Dataset entries:
# # # #
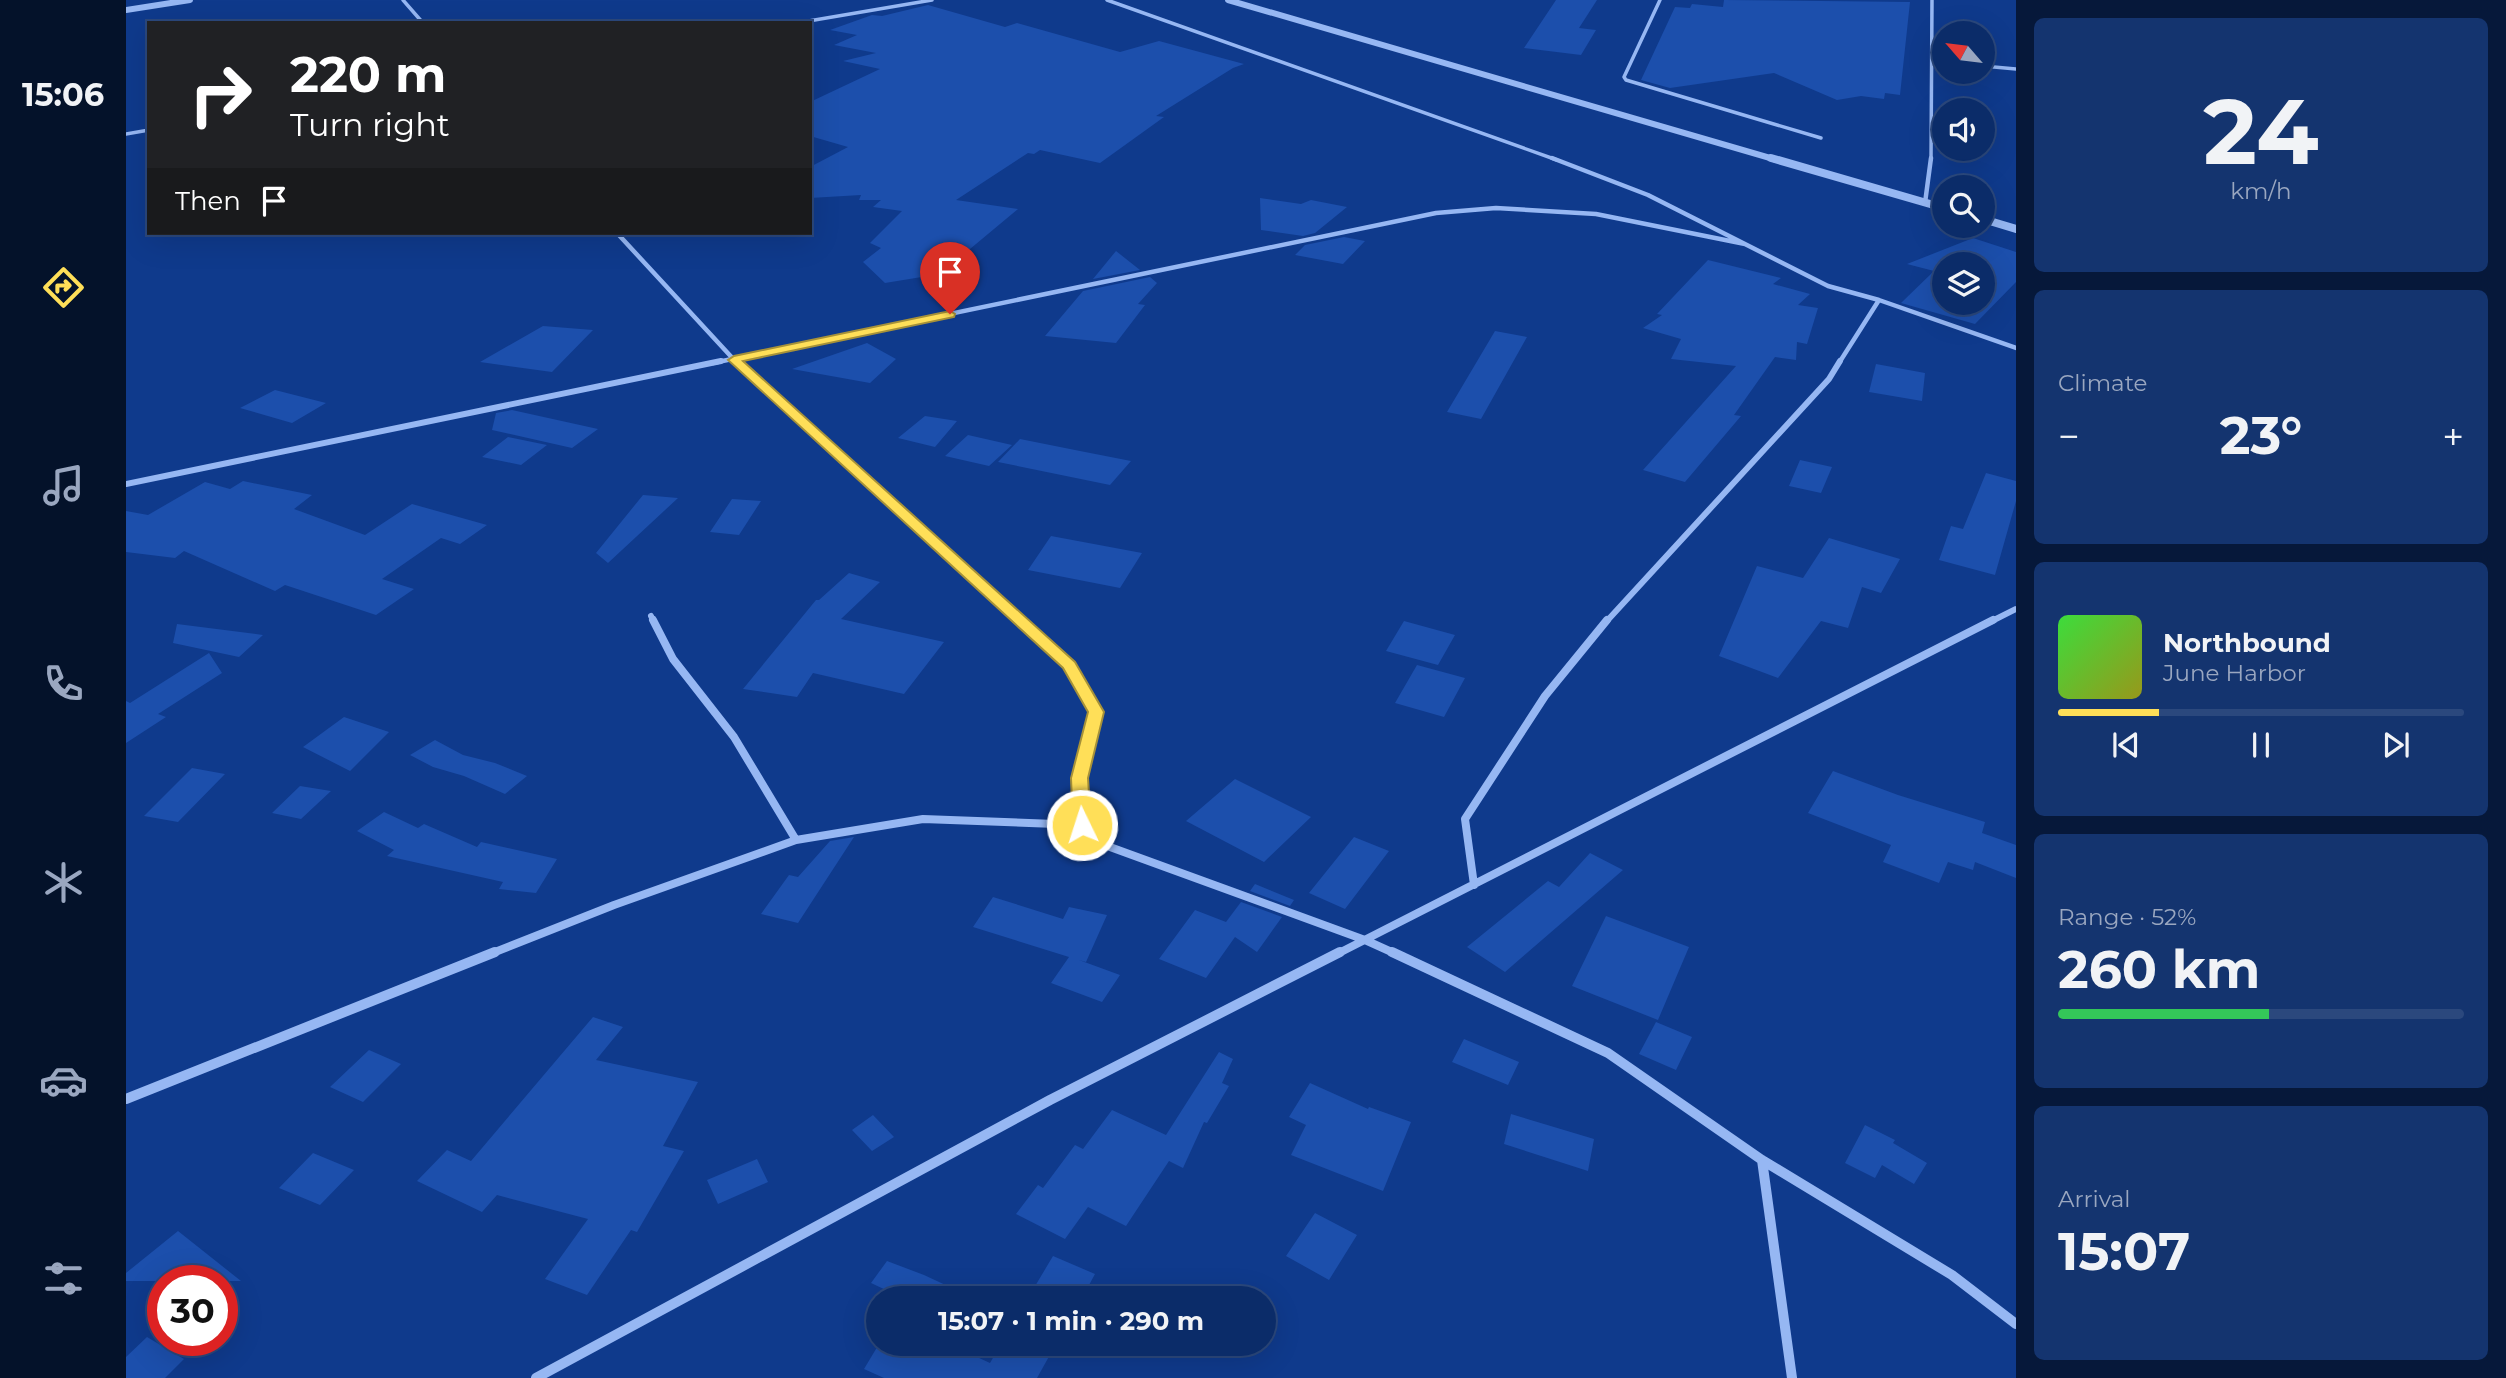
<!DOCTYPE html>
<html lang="en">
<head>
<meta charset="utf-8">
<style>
	body { margin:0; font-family:Montserrat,sans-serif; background:#14346f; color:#f1f3f6; height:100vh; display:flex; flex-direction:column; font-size:26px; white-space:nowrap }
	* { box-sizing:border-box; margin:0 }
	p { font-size:23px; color:#9aa7c0 }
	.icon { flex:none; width:38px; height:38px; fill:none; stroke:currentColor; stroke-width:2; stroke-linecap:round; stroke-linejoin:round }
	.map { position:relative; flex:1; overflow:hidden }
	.sheet { display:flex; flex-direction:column; gap:18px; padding:18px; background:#06183a; width:490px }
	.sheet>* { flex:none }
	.banner { position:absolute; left:21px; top:21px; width:665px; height:214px; border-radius:0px; box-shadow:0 7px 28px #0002,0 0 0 2px #2b487d; background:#202124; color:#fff; overflow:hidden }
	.needle { width:46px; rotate:298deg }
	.tools { position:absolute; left:1806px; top:21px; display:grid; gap:14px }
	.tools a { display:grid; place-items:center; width:63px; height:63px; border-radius:50%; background:#0b2c69; box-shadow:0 7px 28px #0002,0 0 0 2px #2b487d; font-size:35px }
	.speed { position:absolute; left:21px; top:1265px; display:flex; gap:14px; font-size:35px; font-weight:700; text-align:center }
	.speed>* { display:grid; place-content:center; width:91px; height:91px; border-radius:50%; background:#0b2c69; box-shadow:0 7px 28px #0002,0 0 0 2px #2b487d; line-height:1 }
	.speed .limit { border:10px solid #d22; background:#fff; color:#111 }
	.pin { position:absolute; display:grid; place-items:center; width:60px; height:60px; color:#fff; margin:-72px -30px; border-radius:50% 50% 50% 0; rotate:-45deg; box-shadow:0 0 7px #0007 }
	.pin .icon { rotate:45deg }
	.me { position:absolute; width:77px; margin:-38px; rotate:356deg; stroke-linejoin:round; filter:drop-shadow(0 0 5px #0008) }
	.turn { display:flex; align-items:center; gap:24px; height:147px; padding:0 28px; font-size:32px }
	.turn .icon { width:91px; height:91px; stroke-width:2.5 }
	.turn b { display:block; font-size:49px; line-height:60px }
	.then { display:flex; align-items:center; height:66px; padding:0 28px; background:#0003; gap:14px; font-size:26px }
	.big { font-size:52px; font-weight:700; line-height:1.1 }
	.sheet .widget { flex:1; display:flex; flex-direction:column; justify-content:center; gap:10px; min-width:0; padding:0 24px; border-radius:10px; background:#14346f }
	.sheet .dial { align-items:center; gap:0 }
	.dial b { font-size:91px; line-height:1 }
	.song { display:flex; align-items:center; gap:21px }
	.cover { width:84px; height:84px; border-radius:10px; background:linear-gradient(135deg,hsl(120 70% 55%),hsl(60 70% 35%)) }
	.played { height:7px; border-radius:4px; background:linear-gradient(90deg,#ffdf58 25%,#2b487d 25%) }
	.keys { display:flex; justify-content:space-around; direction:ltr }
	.heat { display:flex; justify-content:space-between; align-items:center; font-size:38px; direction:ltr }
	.charge { height:10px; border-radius:5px; background:linear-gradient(90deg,#34c759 52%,#2b487d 0) }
	.trip { position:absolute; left:740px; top:1286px; width:410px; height:70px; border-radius:35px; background:#0b2c69; box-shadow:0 7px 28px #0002,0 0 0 2px #2b487d; font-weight:700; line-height:70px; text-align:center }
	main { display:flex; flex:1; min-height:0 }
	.tabs { display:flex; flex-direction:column; width:126px; justify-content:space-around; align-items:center; background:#04122a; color:#9aa7c0 }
	.tabs .icon { width:49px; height:49px }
	.tabs .selected { color:#ffdf58 }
	.tabs b { font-size:32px; color:#f1f3f6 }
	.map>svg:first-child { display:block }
	.building { fill:#1c4fac; fill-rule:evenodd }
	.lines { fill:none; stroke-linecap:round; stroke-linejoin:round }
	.minor-far4 { stroke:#96b7f3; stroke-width:3.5 }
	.minor-far3 { stroke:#96b7f3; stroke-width:4.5 }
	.minor-far2 { stroke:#96b7f3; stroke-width:6 }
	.minor-far1 { stroke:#96b7f3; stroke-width:8 }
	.minor { stroke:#96b7f3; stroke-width:10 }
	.tertiary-far1 { stroke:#96b7f3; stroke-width:6 }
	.tertiary { stroke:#96b7f3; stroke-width:8 }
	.route { fill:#ffdf58; stroke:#a69139; stroke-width:2 }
</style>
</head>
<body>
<main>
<nav class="tabs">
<b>15:06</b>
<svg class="icon selected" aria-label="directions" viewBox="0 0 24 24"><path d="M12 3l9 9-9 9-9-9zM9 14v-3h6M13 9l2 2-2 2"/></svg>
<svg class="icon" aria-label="music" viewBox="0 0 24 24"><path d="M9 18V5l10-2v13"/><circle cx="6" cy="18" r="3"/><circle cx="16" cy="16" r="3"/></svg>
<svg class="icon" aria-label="phone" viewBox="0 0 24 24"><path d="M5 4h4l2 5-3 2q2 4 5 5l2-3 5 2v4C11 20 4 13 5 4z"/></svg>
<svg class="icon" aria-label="climate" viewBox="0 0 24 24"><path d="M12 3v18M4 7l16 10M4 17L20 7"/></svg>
<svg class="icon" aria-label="car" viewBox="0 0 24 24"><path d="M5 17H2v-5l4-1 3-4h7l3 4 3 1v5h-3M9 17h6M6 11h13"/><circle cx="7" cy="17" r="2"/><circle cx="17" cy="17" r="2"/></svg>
<svg class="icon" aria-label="filters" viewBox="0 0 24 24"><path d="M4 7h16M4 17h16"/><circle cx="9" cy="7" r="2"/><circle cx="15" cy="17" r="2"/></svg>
</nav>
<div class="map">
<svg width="1890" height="1378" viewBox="0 0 1890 1378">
	<rect width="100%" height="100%" fill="#0f3a8c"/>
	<path class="building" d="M1430 0H1471L1453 28 1470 30 1455 55 1398 48Z
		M1598 0 1784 2 1774 95 1759 93 1758 99 1735 96 1711 100 1648 73 1544 88 1515 80 1549 7 1564 8 1566 4 1597 7Z
		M802 5 879 27 891 23 994 52 1033 41 1118 64 1107 68 1030 116 1038 117 974 163 914 150 908 154 902 153 830 200 892 209 814 274 759 283 737 262 755 248 744 243 776 211 747 207 755 200H733L735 195 684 198V167L722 147 684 136V102L754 69 717 61 750 53 708 45 731 35 704 30 746 15 756 16Z
		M1134 198 1175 204 1185 200 1221 207 1189 233 1177 236 1135 230Z
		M1218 237 1239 241 1217 264 1169 255 1179 245Z
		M1847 238 1890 252V282L1849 324 1775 303 1808 271 1781 264ZM1818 264H1857V303H1818Z
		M990 251 1014 270 967 279Z
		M1582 260 1655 278 1647 284 1684 294 1672 305 1692 308 1681 344 1671 342 1670 360 1649 357 1608 415 1615 416 1559 482 1517 470 1610 366 1545 359 1555 339 1517 328 1536 315 1531 314Z
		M1024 277 1031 283 1012 304 1019 305 990 343 919 336 957 291Z
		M417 326 467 330 426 372 354 362Z
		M1369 331 1401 337 1355 419 1321 412Z
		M741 343 770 359 744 383 666 369Z
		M1750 364 1799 373 1796 401 1743 392Z
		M149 390 200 403 166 423 114 408Z
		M386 410 472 429 446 448 366 430 370 413Z
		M799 416 831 421 809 447 772 438Z
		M842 435 886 445 863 466 819 456Z
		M382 437 421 445 395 465 356 457Z
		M894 439 954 451 1005 461 984 485 872 462Z
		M1674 460 1706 467 1695 493 1663 486Z
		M1860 473 1890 481V501L1869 575 1813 560 1825 526 1837 529Z
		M117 481 186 495 168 509 239 535 286 504 361 525 334 544 315 538 256 579 288 589 250 615 159 585 149 591 58 551 49 558 0 552V511L22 515 79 482 104 489Z
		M517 495 552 498 482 563 470 553Z
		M606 499 635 501 613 535 584 532Z
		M925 536 1016 553 994 588 902 570Z
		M1703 538 1774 559 1755 593 1736 587 1722 628 1695 621 1652 678 1593 656 1631 566 1677 578Z
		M723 573 754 582 715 619 818 642 778 694 687 673 671 697 617 689 690 600H693Z
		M1278 621 1329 635 1312 665 1260 651Z
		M51 624 137 635 113 657 47 643Z
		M83 653 96 673 32 714 40 717 0 743V701L4 703Z
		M1291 665 1339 678 1318 717 1269 703Z
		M218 717 263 732 224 771 177 747Z
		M309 740 337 755 369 763 401 776 379 794 338 776 307 767 284 755Z
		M66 768 99 774 52 822 18 816Z
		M1707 771 1772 795 1859 822 1856 833 1890 845V878L1849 862 1847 870 1822 862 1813 883 1757 862 1765 845 1682 813Z
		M1109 779 1185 817 1138 862 1060 821Z
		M174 786 205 791 175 819 146 813Z
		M258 812 292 828 298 824 351 847 355 842 431 859 410 893 373 889 377 882 261 856 268 850 231 831Z
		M728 837 672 923 635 914 663 875 672 877 704 841Z
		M1228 837 1263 851 1219 909 1183 893Z
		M1464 853 1497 870 1379 972 1341 947 1422 881 1433 887Z
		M1129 884 1168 900 1164 906 1124 891Z
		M867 897 937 919 943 907 981 915 960 962 953 960 994 975 976 1002 925 983 943 957 847 927Z
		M1115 902 1156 917 1131 952 1109 937 1080 978 1033 959 1069 910 1100 922Z
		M1480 916 1563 947 1532 1020 1446 986Z
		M467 1017 497 1027 470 1060 572 1082 537 1146 558 1151 511 1232 505 1230 461 1295 419 1279 462 1219 371 1195 356 1212 291 1181 321 1150 345 1161Z
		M1530 1022 1566 1037 1550 1070 1513 1054Z
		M1338 1039 1393 1062 1382 1085 1326 1062Z
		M243 1050 275 1064 237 1102 204 1087Z
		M1093 1052 1107 1059 1096 1083 1103 1086 1081 1123 1078 1122 1057 1168 1043 1161 1000 1226 962 1207 939 1239 890 1214 912 1185 917 1188 949 1145 957 1149 986 1110 1040 1135Z
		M1184 1083 1242 1109 1243 1107 1285 1122 1257 1191 1165 1155 1180 1125 1163 1117Z
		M1385 1114 1468 1139 1462 1171 1378 1144Z
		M747 1115 768 1137 746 1151 726 1130Z
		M1739 1125 1769 1140 1767 1143 1801 1163 1788 1184 1756 1165 1749 1178 1719 1163Z
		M187 1153 228 1170 194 1205 153 1188Z
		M631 1159 642 1182 592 1204 581 1180Z
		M1189 1213 1231 1235 1203 1280 1160 1256Z
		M52 1231 115 1281H0V1273Z
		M927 1256 969 1274 956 1298H902Z
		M761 1261 798 1275 839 1294 836 1298H777L745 1283Z
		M21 1337 58 1359 39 1378H0V1357Z
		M753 1344H823L864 1363 875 1344H930L911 1378H758L738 1369Z"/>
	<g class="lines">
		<path class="minor-far4" d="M277 0 297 23
			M981 0 1431 160
			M1534 0 1498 77 1500 80 1695 138
			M671 23 806 0
			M1806 63 1818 64
			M1857 66 1890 69
			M0 134 23 130
			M1805 160 1806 0"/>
		<path class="minor-far3" d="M1426 158 1522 195 1702 286 1753 300 1890 348
			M1799 203 1805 158
			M491 233 611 363
			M587 363 1310 213 1370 208 1470 214 1619 244
			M1713 363 1753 300"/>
		<path class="minor-far2" d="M609 361 896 622
			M0 484 595 361
			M525 616 528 622
			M1480 622 1703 379 1714 361
			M1864 622 1890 609"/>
		<path class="minor-far1" d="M527 620 547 659 608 737 670 840
			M894 620 943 665 970 712 953 778 956 825 984 847 1239 940 1270 954
			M1348 885 1339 819 1419 696 1481 620
			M364 954 488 905 670 840 797 819 956 825
			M1211 954 1867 620"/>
		<path class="minor" d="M1266 952 1482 1053 1636 1160 1826 1275 1890 1324
			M0 1099 369 952
			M1636 1160 1666 1378
			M410 1378 924 1100 1214 952"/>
		<path class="tertiary-far1" d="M1102 0 1651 160
			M0 10 64 0"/>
		<path class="tertiary" d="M1645 158 1818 208
			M1857 219 1890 229"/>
	</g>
	<path class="route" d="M824 311 829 314 828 317 617 361 949 662 978 712 962 778 965 825 956 831 947 825 945 778 962 712 937 668 602 360 608 356Z"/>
</svg>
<div class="tools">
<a><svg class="needle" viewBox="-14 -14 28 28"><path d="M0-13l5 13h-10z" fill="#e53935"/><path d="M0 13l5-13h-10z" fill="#9aa7c0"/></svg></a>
<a><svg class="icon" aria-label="sound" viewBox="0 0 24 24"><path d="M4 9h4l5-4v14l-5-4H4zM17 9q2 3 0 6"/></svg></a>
<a><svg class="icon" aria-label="search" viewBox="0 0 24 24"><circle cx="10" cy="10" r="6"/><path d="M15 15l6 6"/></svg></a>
<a><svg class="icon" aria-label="layers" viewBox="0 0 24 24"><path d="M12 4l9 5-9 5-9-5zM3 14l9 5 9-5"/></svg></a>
</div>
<div class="speed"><div class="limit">30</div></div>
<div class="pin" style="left:824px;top:314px;background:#d93025"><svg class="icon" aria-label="arrive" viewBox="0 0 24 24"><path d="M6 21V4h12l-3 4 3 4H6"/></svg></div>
<svg class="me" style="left:956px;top:825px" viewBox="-20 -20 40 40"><circle r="17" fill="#ffdf58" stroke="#fff" stroke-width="3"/><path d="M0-11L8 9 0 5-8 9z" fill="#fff"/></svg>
<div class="trip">15:07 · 1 min · 290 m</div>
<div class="banner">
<div class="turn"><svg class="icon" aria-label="right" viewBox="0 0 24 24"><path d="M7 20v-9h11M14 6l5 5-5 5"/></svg><div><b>220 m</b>Turn right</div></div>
<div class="then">Then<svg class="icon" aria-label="arrive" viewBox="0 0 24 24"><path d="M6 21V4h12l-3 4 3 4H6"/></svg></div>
</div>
</div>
<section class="sheet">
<div class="widget dial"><b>24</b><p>km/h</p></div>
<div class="widget"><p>Climate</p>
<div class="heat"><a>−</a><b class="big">23°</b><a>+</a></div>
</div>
<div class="widget">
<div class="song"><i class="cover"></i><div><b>Northbound</b><p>June Harbor</p></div></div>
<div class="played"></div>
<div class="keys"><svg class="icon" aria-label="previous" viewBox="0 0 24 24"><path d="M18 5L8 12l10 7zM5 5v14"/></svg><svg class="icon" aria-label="pause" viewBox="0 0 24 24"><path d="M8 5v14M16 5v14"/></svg><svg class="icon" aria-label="next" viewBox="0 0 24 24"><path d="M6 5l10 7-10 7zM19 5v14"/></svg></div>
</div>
<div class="widget"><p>Range · 52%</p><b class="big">260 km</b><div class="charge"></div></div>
<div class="widget"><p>Arrival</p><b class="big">15:07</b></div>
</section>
</main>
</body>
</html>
# # # #
Exercise requirements: Lines with "limit" in them are what the answer must contain; copy each from the records above.

Response for this exercise:
	.speed .limit { border:10px solid #d22; background:#fff; color:#111 }
<div class="speed"><div class="limit">30</div></div>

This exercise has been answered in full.